[TASK STATEMENT]: Whenever a line in the data contains "MATTAR", show that line.

[Dataset excerpts]:
════════

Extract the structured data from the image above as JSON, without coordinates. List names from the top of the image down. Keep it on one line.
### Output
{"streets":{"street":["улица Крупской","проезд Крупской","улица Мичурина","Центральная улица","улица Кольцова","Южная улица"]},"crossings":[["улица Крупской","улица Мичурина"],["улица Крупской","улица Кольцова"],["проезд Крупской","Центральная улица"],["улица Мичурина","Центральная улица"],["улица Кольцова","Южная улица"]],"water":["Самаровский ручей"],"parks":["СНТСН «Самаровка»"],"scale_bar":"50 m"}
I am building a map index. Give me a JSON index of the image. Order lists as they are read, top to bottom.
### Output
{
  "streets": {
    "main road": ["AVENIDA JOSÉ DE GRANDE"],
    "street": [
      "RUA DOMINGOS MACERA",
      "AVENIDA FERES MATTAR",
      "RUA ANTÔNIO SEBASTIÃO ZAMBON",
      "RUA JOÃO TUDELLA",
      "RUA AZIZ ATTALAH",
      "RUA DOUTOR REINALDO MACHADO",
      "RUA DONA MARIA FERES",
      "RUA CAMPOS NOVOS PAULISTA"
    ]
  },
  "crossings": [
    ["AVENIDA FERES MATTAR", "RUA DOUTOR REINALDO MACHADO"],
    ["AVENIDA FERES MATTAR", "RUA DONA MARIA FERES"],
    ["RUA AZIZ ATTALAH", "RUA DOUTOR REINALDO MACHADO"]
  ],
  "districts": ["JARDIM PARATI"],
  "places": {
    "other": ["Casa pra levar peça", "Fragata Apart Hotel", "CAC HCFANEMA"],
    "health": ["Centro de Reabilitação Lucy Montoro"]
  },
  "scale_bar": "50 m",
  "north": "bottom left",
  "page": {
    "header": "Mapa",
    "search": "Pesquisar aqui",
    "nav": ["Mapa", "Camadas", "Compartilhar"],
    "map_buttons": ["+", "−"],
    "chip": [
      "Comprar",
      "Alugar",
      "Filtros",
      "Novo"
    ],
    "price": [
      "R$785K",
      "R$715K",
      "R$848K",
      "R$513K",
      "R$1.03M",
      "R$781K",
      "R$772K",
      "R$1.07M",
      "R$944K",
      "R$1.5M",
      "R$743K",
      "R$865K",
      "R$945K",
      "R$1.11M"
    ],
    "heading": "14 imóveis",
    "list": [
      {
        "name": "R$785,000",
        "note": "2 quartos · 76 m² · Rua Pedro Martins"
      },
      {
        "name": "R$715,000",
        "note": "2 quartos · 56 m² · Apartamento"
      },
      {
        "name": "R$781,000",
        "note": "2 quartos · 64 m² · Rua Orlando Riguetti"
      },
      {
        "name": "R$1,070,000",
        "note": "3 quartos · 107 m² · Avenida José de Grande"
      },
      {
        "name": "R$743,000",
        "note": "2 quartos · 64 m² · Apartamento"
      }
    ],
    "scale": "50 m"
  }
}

════════

[THE ANSWER]:
      "AVENIDA FERES MATTAR",
    ["AVENIDA FERES MATTAR", "RUA DOUTOR REINALDO MACHADO"],
    ["AVENIDA FERES MATTAR", "RUA DONA MARIA FERES"],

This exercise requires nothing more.